I want to point out that the member for Throsby and I have had significant numbers of emails from local people as part of the Australian Coal Association campaign. On the website the campaign gives people the opportunity to put their own paragraph of comment within the email that is predeveloped by the Australian Coal Association. I have reviewed those—there have been about 220 come into my electorate office—and the vast majority of people have quite clearly said, ‘I want action on climate change. I just want you to do it in a way that provides protection for jobs.’ My response to them has been that that is exactly what we are doing. In the process that we are going through many of these companies are discussing with the government the best ways to utilise and provide the protections that they need. Certainly in an area like my electorate with a significant number of underground mines that are quite gassy we are very determined to get that targeted assistance right so that mines elsewhere do not get windfall profits at the expense of providing support to our mines.
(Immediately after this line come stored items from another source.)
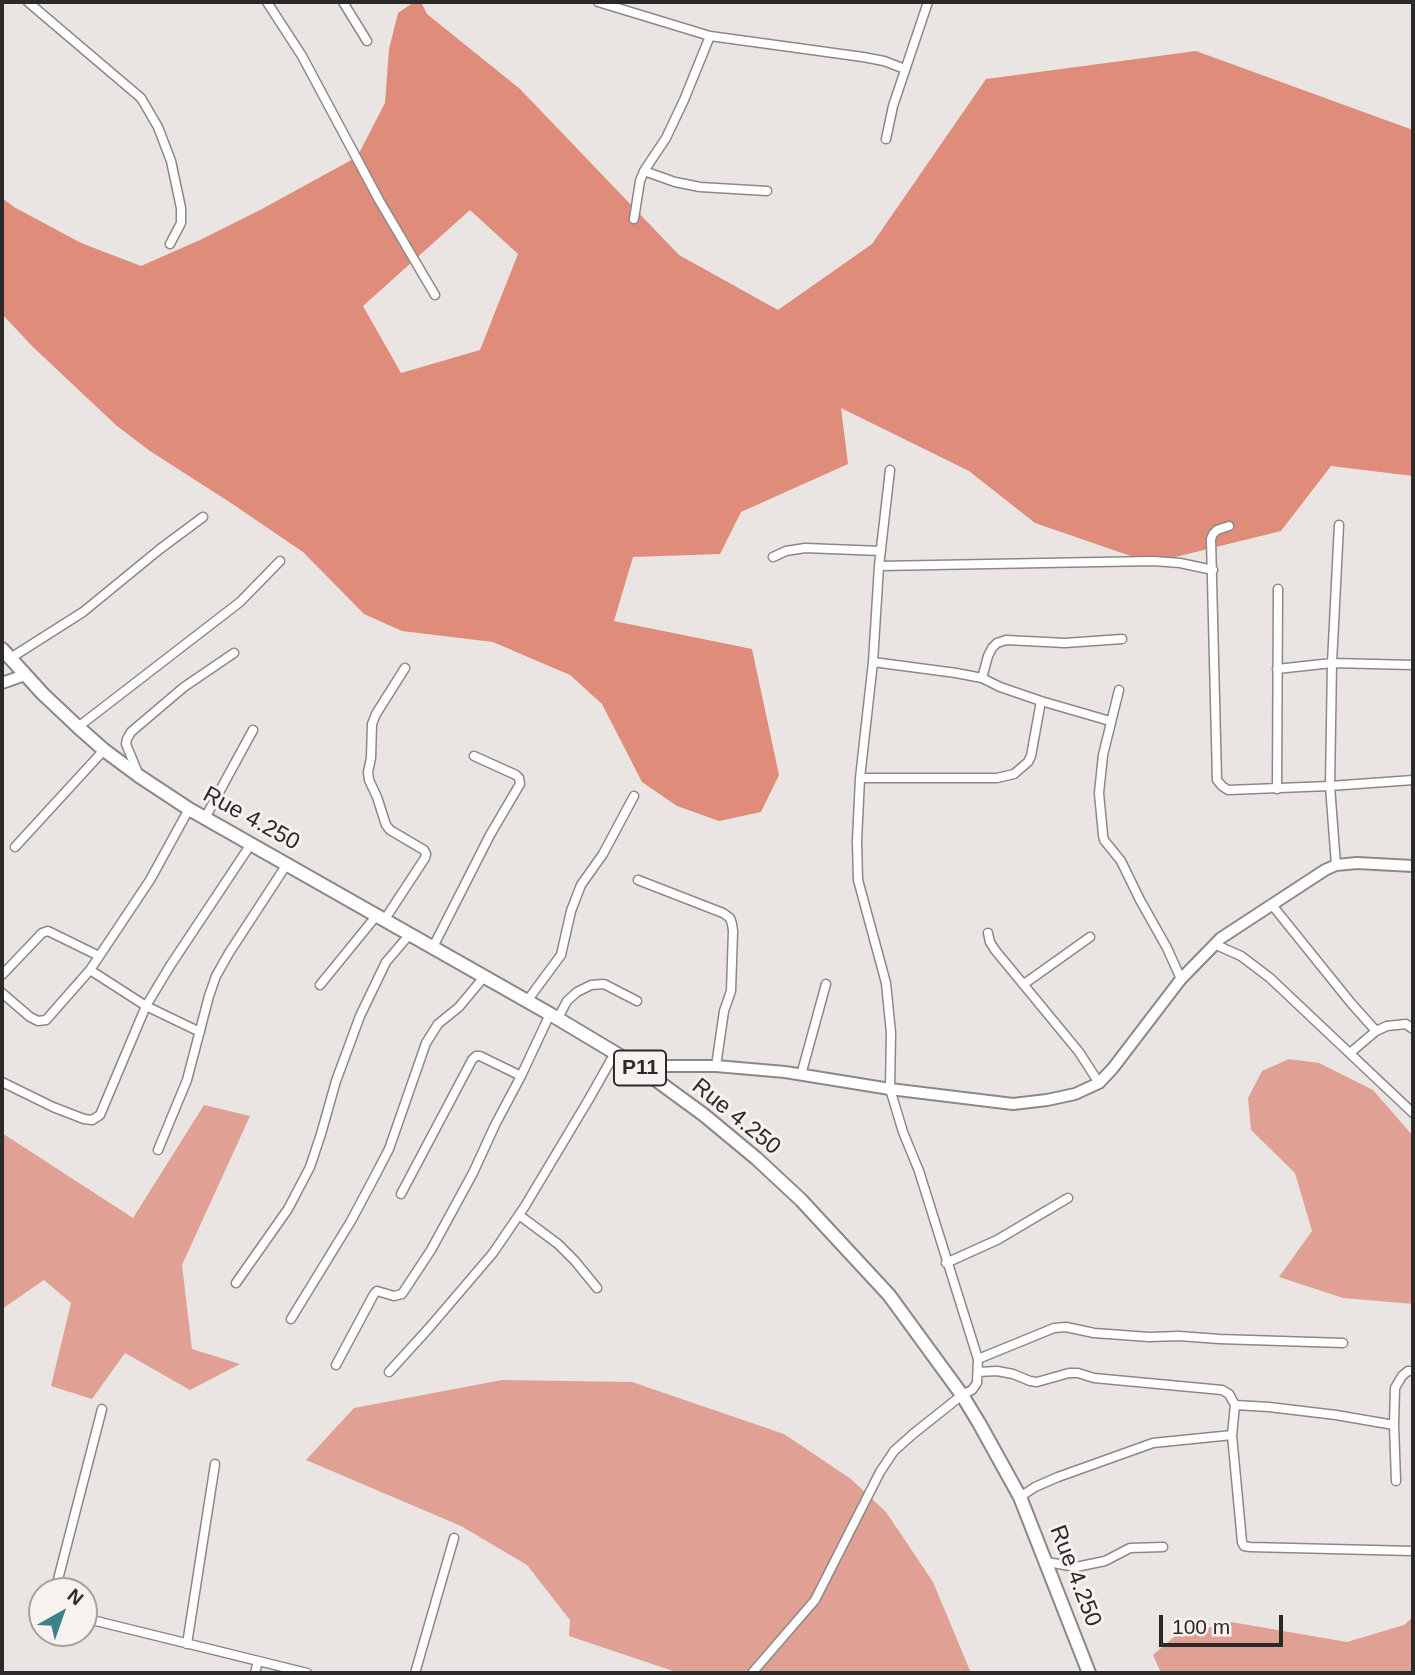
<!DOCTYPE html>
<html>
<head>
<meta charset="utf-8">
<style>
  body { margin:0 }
  #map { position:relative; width:1415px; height:1675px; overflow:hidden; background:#eae4e2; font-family:Helvetica,sans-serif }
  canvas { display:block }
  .frame { position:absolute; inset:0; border:4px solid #2b2929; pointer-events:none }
  .north { position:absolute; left:28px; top:1577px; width:70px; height:70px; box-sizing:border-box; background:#f7f1f0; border:2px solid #a5a1a0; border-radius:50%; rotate:40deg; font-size:19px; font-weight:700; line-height:28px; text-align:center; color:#2b2929 }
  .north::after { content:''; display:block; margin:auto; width:24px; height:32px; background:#3b828b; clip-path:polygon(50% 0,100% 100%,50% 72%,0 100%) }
  .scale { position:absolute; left:1159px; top:1615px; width:124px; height:32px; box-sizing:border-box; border:4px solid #2b2929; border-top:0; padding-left:9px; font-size:21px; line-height:24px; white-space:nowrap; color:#2b2929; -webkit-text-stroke:5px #f7f1f0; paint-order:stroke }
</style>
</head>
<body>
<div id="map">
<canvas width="1415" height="1675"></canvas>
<div class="frame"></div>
<div class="north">N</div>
<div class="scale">100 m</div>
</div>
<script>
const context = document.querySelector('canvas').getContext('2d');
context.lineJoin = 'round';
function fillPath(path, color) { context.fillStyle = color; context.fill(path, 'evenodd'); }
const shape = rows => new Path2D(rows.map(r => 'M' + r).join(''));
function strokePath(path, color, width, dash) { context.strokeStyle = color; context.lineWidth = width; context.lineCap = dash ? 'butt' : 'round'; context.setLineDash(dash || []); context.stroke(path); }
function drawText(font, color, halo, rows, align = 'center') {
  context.font = font + ' Helvetica,sans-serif'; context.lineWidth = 6; context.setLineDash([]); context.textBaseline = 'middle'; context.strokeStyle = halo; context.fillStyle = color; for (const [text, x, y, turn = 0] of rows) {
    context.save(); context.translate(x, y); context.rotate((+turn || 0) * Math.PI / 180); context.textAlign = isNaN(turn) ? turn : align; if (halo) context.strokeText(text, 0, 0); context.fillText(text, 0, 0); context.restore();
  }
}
fillPath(shape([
  [1289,1059,1319,1063,1373,1090,1413,1136,1413,1304,1343,1298,1279,1277,1312,1231,1295,1173,1251,1130,1248,1098,1262,1071],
  [204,1105,250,1116,182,1265,192,1349,240,1364,190,1390,125,1353,92,1399,51,1386,71,1303,44,1280,2,1309,2,1133,133,1218],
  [502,1380,632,1382,784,1434,851,1479,886,1512,933,1582,971,1673,679,1673,569,1636,570,1620,527,1565,461,1526,306,1460,354,1408],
  [1413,1617,1413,1673,1161,1673,1153,1655,1175,1636,1231,1622,1347,1642,1404,1625]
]), '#e0a194');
fillPath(shape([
  [414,2,421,2,427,14,520,89,679,255,778,310,872,244,986,79,1196,51,1413,130,1413,476,1331,466,1281,531,1151,563,1035,523,969,471,841,408,848,464,741,512,720,554,633,557,614,621,752,649,779,775,761,812,719,821,677,806,642,782,602,704,570,675,493,642,402,631,364,614,303,552,231,503,150,451,117,426,33,347,2,314,2,198,14,207,81,243,141,266,200,240,260,210,357,157,385,103,389,49,398,13],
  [470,210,518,254,480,350,401,373,363,306]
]), '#df8c7b');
const minor = shape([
  [28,2,141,98,158,127,171,161,181,208,181,223,170,244],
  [267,2,302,56,379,200,435,295],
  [343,2,367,41],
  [598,2,710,36,863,57,884,61,905,69],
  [886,139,893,106,928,2],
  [644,171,675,182,700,187,767,191],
  [634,219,640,181,644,171,666,138,684,100,710,36],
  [1229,526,1217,530,1213,534,1211,539,1217,780,1222,786,1228,790,1330,786,1413,780],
  [773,557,786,551,805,548,881,551],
  [879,566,1153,561,1180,563,1213,570],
  [9,659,83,612,160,549,203,517],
  [873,662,956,673,982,678,1000,687,1041,701,1110,721],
  [1277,669,1332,663,1413,665],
  [982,678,988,656,992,648,997,643,1006,640,1065,643,1122,639],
  [1119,690,1103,755,1099,793,1103,835,1104,840,1121,861,1140,900,1167,948,1181,979],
  [78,727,240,602,280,561],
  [138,773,126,744,127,739,131,732,184,687,234,653],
  [860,778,997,778,1014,774,1028,762,1031,756,1041,701],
  [1277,789,1278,589],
  [205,818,253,730],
  [15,847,104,750],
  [1336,865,1330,786,1332,663,1339,525],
  [638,880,723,913,730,918,732,924,733,931,731,991,724,1011,716,1066],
  [1272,905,1351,1003,1376,1031],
  [385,919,425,858,426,854,424,850,390,830,386,825,377,797,369,780,368,772,371,758,372,724,376,714,405,668],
  [988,933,990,942,995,950,1079,1052,1099,1083],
  [1214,944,1241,956,1270,978,1413,1113],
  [433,947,490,835,520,784,519,778,516,775,474,756],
  [90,970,146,1006,200,1032],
  [2,975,42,933,48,931,99,956],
  [1024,984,1090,937],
  [320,985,377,915],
  [2,993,30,1017,38,1021,46,1020,90,970,150,880,189,809],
  [527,1001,561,955,571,911,581,885,603,854,634,796],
  [558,1018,567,1001,577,992,591,985,604,984,637,1001],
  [1350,1053,1376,1031,1387,1026,1406,1024,1413,1029],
  [801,1075,826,984],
  [2,1082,53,1107,84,1119,92,1120,100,1115,146,1006,170,966,251,844],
  [158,1150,187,1080,209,996,216,976,229,953,287,864],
  [401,1194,472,1060,476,1056,480,1056,521,1076],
  [519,1215,558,1244,575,1261,597,1288],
  [946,1263,997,1240,1068,1198],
  [236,1283,288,1209,310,1167,321,1134,336,1081,360,1016,386,962,410,934],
  [291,1319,351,1221,376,1174,389,1149,426,1043,438,1024,459,1007,484,977],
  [978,1359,1054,1328,1066,1327,1094,1333,1149,1337,1179,1336,1219,1339,1343,1343],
  [336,1365,374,1294,377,1291,394,1296,402,1294,431,1250,473,1173,495,1125,521,1076,550,1014],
  [389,1372,429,1328,493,1253,525,1206,589,1099,615,1053],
  [978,1372,997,1371,1013,1374,1030,1381,1037,1382,1069,1373,1078,1373,1094,1378,1222,1390,1229,1394,1235,1405,1232,1435,1242,1542,1244,1546,1250,1547,1413,1551],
  [1235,1405,1269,1407,1336,1415,1394,1425],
  [1396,1481,1394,1425,1395,1388,1402,1376,1408,1371,1413,1371],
  [1020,1497,1035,1487,1058,1477,1153,1443,1232,1435],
  [1047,1562,1076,1567,1105,1561,1130,1548,1163,1547],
  [55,1591,102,1409],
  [84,1618,307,1673],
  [187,1644,215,1464],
  [255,1673,258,1661],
  [415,1673,454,1538],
  [752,1673,815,1600,880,1472,894,1451,913,1434,962,1395,972,1390,977,1383,978,1359,919,1171,903,1132,890,1089,891,1033,886,983,858,880,857,841,860,778,873,662,879,566,890,470]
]);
const tertiary = shape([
  [2,683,25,675],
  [637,1066,716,1066,785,1072,890,1089,1013,1104,1047,1100,1075,1094,1099,1083,1113,1068,1181,979,1221,938,1325,870,1336,865,1357,863,1413,866]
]);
const primary = shape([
  [2,649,43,694,78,727,104,750,139,776,189,809,550,1014,637,1066,704,1115,757,1159,801,1200,889,1295,962,1395,979,1423,1020,1497,1089,1673]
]);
strokePath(minor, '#8d8887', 11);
strokePath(tertiary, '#8d8887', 14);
strokePath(primary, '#8d8887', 16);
strokePath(minor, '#fff', 8);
strokePath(tertiary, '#fff', 10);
strokePath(primary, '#fff', 12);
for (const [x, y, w] of [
  [640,1068,52]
]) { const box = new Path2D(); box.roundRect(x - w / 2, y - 17.5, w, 35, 5); context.fillStyle = '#f7f1f0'; context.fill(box); strokePath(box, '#2b2929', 2); }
drawText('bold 21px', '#2b2929', null, [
  ["P11",640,1068]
]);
drawText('23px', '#2b2929', '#f7f1f0', [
  ["Rue 4.250",251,819,29],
  ["Rue 4.250",736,1117,39],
  ["Rue 4.250",1075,1576,69]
]);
</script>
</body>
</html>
We have been in discussions with the government on behalf of the industry and the workers about that.

The industry associations are quite rightly pressing a case on behalf of themselves and their shareholders, and that is a legitimate interest. But I get a bit annoyed when they claim their major interest is jobs. I do not think that is actually what they are on about. We had the national president of the mining division of the CFMEU come to our region and he made it quite clear that, if you wanted to talk to somebody whose major concern was protecting jobs, then you would talk to the union. The union’s view is that we do need this scheme in place and that we do need to be taking action. He said:

… the ACIL Tasman Report, commissioned by the Australian Coal Association, and the Concept Economics Report, commissioned by the Minerals Council of Australia—generated headlines proclaiming the loss of 20,000 or more mining industry jobs.

…            …            …

… in the context of ongoing negotiations for compensation it is a little less alarming. Yet that is little comfort for those workers … and their families reading the papers and wondering what will become of them. Such doomsday reports model growth forgone not a decline. In mining, they are the difference between staggering growth and extremely good growth. They are not job losses.

I think it is important that, whilst advocating to provide quite reasonable consideration to the views of companies in our area, we do that within a settled and sensible environment, not in one of scaremongering. Jennie George, the member for Throsby, and I have made our views very clear on that.

I just want to finish on this: the reality is that Australians understand climate change. They understand the impacts of climate change. They understand it whenever they see the increasing ferocity and regularity of bushfires, droughts, hailstorms, thunderstorms and all of those things that we increasingly see on our news. They want us to take action. It is quite understandable that we have to get those details right. For the coalition to be constantly delaying and delaying and setting new goalposts saying that we cannot do it until this or that happens is not what the Australian people expect. We need to get this bill through this parliament and get on with taking action.